McDuff's case is exactly the kind of rare exception to the rules of ALS that Bedlack looks for. He scours the internet and connects with doctors and patients around the world to find people experiencing what he calls an "ALS reversal." He verifies a patient's improvements by speaking with their doctors and examining their medical records himself.
If he's convinced that the person has ALS and not a disease with symptoms that mimic it, he gets to work, trying to crack the case. He calls it "ALS Untangled."
"I'm up to 24 confirmed ALS reversals now," Bedlack said. "People that I really ... believe they had ALS, and I really believe they are dramatically better." He has their records to prove it.
Today, McDuff can feed himself and speak clearly. Because of his success, Bedlack started a pilot trial based on the exact regimen McDuff followed, enrolling 50 patients. It began this year and will last 12 months.
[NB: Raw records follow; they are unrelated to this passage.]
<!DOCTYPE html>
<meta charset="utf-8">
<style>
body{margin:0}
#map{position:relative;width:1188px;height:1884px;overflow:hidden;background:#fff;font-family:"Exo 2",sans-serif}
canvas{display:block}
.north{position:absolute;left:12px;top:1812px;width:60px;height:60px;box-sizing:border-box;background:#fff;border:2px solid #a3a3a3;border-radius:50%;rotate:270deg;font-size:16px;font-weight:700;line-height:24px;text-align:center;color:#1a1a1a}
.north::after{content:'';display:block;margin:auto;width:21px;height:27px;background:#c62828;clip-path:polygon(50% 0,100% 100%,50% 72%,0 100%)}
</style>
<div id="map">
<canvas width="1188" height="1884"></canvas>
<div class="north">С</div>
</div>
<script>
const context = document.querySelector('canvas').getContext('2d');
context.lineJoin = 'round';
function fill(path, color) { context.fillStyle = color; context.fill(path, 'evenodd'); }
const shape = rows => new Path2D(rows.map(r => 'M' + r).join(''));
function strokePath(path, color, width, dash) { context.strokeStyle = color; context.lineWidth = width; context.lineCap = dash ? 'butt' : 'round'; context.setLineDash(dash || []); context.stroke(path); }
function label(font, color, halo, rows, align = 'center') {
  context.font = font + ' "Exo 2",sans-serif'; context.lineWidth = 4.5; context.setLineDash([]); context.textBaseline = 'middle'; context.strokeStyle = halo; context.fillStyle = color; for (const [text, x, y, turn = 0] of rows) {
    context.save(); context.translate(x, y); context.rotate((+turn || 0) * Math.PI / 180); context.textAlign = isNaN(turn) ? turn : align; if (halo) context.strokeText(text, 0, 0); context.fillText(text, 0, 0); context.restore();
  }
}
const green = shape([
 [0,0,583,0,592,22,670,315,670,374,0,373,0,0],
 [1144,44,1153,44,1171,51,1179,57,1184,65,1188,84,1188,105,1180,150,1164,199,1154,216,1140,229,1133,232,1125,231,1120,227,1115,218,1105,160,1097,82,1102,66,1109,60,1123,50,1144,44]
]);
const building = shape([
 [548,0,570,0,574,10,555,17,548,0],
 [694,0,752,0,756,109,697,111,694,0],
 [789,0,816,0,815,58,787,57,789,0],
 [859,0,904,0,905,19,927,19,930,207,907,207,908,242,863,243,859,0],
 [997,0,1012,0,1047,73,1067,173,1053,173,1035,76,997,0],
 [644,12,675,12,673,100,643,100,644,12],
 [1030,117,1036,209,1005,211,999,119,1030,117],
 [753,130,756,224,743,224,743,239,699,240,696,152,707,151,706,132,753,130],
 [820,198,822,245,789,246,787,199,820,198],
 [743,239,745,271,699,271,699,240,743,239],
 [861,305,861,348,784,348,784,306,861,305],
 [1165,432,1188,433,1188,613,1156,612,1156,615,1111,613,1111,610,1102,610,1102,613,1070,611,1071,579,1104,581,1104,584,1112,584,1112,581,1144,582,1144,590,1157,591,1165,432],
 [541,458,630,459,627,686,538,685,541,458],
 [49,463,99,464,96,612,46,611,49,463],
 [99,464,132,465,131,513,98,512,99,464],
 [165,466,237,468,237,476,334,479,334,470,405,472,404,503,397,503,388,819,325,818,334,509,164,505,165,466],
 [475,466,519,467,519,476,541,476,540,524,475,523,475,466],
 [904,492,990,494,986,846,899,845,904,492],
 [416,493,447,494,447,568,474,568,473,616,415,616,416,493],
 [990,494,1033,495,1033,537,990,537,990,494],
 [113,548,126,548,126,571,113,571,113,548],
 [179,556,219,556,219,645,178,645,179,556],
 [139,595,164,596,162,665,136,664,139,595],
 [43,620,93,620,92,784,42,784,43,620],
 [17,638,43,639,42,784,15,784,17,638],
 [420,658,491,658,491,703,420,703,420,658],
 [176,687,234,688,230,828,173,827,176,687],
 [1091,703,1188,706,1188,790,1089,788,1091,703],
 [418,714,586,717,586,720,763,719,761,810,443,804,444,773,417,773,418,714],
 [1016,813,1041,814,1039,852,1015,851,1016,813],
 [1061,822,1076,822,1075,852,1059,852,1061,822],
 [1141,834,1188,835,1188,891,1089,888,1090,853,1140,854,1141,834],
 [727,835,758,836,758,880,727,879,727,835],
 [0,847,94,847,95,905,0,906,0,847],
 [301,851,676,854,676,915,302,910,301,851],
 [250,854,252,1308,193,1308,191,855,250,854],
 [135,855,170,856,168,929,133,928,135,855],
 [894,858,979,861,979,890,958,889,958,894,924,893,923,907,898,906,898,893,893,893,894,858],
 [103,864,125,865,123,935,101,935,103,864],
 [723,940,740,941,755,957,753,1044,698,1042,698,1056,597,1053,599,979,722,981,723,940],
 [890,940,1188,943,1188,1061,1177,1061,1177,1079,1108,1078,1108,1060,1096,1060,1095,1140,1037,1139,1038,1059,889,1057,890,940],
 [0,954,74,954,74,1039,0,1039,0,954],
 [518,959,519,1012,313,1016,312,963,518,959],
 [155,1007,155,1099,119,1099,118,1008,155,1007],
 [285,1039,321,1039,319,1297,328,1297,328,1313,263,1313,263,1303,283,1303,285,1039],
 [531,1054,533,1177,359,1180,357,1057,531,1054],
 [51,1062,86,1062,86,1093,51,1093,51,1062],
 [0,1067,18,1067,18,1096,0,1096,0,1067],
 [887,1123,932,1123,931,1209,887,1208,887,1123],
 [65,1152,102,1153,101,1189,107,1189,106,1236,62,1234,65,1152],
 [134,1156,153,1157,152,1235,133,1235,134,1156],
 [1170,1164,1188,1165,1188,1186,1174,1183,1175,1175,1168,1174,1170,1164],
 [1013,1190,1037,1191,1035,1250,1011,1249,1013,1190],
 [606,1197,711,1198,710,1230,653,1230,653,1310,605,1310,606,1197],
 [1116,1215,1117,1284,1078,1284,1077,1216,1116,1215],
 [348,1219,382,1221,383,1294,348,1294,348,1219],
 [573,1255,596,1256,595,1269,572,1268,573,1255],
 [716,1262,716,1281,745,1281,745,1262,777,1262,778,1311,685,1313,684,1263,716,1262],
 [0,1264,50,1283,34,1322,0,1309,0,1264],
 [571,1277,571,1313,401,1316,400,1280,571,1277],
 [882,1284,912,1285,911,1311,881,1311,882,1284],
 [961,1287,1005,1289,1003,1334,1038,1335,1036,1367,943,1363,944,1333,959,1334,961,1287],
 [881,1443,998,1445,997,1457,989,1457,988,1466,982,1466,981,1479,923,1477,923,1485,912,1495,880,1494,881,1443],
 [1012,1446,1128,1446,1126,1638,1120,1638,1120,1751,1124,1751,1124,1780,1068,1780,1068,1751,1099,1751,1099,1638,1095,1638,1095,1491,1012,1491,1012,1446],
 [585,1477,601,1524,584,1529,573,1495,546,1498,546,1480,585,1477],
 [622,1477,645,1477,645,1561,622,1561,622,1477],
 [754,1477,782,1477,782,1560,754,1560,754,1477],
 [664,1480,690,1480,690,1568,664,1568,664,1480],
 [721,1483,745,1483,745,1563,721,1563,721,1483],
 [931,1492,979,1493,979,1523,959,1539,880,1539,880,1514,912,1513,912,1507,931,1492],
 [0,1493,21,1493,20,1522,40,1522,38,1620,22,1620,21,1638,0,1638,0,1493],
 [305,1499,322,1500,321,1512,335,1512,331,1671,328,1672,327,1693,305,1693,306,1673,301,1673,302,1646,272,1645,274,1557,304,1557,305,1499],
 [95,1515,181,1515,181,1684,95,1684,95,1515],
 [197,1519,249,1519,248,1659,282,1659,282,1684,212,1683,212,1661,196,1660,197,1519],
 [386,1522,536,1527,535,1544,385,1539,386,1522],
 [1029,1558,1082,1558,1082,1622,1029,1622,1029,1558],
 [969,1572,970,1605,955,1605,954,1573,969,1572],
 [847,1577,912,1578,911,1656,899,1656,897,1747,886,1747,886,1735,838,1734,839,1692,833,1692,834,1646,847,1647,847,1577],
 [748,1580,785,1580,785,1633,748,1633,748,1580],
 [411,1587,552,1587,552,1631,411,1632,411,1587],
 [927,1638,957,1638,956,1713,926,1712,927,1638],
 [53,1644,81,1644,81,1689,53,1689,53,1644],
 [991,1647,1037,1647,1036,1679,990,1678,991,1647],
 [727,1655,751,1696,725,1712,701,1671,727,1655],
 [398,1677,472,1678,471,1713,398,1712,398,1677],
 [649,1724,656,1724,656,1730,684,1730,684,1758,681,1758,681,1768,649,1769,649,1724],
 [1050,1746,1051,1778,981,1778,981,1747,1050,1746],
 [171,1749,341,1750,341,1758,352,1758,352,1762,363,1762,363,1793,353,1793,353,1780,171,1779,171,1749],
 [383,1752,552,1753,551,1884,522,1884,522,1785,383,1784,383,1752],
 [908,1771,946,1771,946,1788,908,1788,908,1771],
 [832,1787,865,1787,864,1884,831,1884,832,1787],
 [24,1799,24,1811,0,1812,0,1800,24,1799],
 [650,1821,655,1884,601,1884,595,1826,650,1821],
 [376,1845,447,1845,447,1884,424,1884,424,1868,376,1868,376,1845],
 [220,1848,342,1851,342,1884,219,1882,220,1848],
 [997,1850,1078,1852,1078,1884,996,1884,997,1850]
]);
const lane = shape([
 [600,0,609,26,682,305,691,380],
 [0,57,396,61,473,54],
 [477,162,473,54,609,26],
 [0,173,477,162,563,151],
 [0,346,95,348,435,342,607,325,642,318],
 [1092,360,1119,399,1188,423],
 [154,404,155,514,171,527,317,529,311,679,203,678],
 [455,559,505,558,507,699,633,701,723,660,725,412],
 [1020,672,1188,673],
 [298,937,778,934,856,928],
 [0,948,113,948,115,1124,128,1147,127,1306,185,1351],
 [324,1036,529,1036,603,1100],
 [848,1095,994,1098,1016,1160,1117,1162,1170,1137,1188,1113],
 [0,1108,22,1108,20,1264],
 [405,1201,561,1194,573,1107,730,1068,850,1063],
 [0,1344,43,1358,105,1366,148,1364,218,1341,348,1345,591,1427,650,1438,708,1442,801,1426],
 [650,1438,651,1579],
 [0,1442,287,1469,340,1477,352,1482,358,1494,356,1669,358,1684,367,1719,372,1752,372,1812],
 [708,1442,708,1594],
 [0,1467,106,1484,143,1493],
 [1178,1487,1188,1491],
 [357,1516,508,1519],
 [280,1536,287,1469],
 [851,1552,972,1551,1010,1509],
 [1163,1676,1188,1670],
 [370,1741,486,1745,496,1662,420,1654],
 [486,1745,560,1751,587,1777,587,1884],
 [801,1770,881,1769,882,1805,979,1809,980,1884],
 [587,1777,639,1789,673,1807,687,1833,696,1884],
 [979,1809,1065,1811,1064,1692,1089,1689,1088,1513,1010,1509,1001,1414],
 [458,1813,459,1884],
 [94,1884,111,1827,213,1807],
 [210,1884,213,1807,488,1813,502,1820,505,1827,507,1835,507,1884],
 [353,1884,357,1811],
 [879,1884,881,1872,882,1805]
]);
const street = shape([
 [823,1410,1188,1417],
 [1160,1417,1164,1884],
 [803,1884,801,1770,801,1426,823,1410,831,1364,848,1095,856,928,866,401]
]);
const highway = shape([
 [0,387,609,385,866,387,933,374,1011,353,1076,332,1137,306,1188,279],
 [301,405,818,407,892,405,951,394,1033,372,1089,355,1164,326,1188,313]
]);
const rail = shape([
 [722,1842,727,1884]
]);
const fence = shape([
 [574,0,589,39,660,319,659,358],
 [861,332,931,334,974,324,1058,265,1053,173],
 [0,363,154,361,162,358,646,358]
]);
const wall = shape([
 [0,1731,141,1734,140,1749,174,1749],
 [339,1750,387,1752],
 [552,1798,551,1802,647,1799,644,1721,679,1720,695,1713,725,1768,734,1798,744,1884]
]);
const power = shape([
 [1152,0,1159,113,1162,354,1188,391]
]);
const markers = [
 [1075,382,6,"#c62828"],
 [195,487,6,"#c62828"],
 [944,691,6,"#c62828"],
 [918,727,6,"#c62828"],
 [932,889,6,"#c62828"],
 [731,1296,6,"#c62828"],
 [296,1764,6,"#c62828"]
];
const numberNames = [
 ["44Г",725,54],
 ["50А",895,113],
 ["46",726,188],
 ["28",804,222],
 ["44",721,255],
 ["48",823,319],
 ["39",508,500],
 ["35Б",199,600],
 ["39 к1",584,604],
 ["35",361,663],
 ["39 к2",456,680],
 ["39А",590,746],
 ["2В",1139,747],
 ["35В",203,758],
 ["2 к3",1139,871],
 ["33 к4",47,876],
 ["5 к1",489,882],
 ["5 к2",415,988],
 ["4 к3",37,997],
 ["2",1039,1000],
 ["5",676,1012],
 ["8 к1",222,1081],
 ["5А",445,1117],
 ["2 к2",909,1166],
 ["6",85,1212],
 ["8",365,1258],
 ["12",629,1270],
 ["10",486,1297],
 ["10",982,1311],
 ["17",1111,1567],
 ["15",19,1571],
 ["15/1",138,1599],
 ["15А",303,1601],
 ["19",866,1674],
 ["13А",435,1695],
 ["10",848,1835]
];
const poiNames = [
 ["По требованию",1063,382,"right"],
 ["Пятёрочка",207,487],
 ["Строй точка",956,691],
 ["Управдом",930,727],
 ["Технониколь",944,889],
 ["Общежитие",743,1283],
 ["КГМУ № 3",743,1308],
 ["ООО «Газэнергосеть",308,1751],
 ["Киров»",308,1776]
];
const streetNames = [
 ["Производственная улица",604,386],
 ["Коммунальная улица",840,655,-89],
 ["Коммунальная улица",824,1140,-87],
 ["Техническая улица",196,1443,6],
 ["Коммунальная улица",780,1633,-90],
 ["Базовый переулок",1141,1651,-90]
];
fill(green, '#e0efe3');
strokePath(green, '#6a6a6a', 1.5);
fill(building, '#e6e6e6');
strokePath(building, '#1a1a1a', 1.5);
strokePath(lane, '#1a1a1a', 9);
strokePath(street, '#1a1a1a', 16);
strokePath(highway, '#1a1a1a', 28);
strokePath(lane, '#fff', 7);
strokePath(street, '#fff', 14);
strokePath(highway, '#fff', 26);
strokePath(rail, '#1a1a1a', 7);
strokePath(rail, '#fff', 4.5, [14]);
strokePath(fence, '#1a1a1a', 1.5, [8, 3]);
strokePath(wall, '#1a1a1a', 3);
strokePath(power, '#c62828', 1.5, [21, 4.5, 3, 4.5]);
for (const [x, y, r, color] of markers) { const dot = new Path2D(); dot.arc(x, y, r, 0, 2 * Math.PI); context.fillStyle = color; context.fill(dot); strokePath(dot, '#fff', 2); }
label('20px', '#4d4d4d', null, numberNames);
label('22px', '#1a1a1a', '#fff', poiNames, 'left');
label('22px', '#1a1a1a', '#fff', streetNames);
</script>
It is too early to determine any lasting results, but at least one other patient, Matt Teasdale, is seeing an improvement after six months. After having no movement at all in his legs for months, Teasdale has been able to move leg muscles again and even lift them slightly.
For McDuff, it all comes down to quality of life. He knows that lunasin won't work for everyone, but maybe there's something doctors like Bedlack can learn from his case that could help even one person other than himself. Having experienced the worst of ALS, no one knows better than him just how important that could be.
"I'm here. I'm alive," he said. "I got a better quality of life. I know there's a cure out there.
"We have to be very patient. I was one of the fortunate ones that it really helped me, and I hope I can help other people, too."
Given the complexities of ALS and the challenges researchers face in developing a treatment, the Motor Neurone Disease Association warns of the steps needed before announcing the arrival of a therapy.
"It is important that all drugs are rigorously reviewed for their safety and for evidence of a beneficial effect by conducting clinical trials," said Belinda Cupid, head of research for the Motor Neurone Disease Association. Motor neuron disease is essentially another term for ALS.
"Lunasin has interesting mechanisms of action that potentially could be useful in treating ALS/MND," added Cupid. "The way that clinical trials are designed is constantly evolving with new understanding of MND and with new opportunities to gather data, and we welcome a range of approaches that provide us with better understanding of the disease."